- Assignment: Take each line of the records below that contains the string "Instruction" and copy it.

╭─ Data under study

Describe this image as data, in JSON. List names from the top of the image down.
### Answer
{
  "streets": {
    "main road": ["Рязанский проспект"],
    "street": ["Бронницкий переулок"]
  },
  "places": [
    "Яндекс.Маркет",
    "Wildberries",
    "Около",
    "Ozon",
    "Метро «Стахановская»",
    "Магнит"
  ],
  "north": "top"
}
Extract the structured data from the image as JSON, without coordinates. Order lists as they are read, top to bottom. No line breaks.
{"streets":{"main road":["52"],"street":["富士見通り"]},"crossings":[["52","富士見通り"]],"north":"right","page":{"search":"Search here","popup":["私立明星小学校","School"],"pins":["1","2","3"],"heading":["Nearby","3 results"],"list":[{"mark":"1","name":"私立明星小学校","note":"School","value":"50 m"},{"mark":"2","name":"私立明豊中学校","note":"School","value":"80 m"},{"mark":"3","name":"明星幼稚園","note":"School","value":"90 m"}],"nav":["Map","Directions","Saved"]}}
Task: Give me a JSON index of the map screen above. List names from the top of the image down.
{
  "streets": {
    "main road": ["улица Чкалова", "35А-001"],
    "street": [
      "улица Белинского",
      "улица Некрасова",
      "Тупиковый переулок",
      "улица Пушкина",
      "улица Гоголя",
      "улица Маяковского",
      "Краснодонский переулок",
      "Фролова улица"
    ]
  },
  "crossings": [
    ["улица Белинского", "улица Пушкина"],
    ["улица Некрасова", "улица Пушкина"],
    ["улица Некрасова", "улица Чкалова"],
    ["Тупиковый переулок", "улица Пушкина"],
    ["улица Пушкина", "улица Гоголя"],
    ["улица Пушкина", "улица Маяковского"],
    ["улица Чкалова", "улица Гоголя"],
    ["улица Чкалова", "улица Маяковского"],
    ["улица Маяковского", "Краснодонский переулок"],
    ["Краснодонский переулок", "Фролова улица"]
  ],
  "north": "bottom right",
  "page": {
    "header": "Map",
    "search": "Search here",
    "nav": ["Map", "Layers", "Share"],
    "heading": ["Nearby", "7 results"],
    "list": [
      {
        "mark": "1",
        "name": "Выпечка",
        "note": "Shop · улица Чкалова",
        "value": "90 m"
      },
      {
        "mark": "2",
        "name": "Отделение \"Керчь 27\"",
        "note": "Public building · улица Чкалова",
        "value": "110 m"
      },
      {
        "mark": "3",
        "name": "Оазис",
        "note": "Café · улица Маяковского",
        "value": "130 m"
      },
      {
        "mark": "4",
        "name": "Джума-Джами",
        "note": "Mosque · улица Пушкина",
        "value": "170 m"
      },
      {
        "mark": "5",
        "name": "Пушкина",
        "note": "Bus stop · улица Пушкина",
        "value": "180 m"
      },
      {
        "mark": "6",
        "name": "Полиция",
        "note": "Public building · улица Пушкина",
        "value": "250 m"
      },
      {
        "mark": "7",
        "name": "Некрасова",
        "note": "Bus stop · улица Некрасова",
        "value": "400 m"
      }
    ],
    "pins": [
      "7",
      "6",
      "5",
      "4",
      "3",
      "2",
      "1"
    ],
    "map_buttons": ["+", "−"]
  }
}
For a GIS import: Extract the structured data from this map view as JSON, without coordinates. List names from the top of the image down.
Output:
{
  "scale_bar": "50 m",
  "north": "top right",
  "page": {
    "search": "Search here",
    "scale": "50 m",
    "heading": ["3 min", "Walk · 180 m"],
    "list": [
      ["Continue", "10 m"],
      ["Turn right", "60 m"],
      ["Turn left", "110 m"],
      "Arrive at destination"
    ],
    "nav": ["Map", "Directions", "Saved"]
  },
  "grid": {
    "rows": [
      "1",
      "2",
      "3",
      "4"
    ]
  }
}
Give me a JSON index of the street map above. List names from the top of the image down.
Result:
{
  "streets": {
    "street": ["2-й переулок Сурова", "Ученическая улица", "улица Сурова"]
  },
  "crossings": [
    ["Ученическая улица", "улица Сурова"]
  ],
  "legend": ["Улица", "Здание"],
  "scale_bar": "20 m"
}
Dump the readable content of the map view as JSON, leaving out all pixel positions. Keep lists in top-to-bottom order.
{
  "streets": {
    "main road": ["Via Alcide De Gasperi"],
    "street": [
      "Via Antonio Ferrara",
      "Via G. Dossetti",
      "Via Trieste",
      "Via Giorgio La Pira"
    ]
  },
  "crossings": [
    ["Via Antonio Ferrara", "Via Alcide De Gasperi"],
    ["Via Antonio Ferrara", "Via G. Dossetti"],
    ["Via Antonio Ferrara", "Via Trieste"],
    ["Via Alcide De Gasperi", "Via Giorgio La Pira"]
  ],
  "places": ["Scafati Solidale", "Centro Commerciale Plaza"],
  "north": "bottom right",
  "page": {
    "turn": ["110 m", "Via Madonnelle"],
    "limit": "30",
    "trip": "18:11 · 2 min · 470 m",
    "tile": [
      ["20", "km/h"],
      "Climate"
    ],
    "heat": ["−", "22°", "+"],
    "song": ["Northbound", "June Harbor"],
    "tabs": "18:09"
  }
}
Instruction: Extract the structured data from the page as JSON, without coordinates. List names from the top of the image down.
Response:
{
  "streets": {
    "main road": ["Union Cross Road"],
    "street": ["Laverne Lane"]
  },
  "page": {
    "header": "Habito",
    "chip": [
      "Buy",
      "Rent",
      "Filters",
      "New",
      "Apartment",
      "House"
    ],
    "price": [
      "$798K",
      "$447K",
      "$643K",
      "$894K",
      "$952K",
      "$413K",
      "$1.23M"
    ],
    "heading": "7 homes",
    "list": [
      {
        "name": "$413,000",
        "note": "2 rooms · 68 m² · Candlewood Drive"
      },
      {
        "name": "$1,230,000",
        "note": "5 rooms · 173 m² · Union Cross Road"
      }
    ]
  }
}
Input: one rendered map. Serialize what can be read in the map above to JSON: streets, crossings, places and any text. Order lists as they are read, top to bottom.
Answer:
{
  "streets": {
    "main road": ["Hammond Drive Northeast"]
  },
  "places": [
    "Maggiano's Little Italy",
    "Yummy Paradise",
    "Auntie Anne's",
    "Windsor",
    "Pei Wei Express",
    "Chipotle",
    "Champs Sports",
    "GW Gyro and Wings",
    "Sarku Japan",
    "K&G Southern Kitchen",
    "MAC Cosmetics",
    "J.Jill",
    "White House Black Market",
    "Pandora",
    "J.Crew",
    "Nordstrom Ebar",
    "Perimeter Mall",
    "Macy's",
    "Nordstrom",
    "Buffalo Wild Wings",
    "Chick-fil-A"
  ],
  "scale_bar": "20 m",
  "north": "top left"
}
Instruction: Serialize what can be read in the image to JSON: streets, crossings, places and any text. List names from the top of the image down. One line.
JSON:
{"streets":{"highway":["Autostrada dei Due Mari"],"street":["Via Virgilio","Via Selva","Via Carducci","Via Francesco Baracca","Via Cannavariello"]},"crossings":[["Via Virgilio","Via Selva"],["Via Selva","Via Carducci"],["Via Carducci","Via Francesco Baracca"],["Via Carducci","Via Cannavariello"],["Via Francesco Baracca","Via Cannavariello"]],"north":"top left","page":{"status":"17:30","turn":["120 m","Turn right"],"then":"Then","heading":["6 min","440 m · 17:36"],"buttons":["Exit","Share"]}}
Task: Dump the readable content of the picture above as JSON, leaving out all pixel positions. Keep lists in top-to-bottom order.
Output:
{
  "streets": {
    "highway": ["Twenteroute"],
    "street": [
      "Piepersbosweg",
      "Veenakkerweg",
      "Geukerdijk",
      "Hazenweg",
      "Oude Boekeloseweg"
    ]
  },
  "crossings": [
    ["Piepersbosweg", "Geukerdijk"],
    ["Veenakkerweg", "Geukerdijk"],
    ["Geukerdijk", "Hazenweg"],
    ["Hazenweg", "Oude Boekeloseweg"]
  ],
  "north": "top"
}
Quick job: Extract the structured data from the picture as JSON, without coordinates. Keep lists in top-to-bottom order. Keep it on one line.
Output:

╰─

- Completed task:
Instruction: Extract the structured data from the page as JSON, without coordinates. List names from the top of the image down.
Instruction: Serialize what can be read in the image to JSON: streets, crossings, places and any text. List names from the top of the image down. One line.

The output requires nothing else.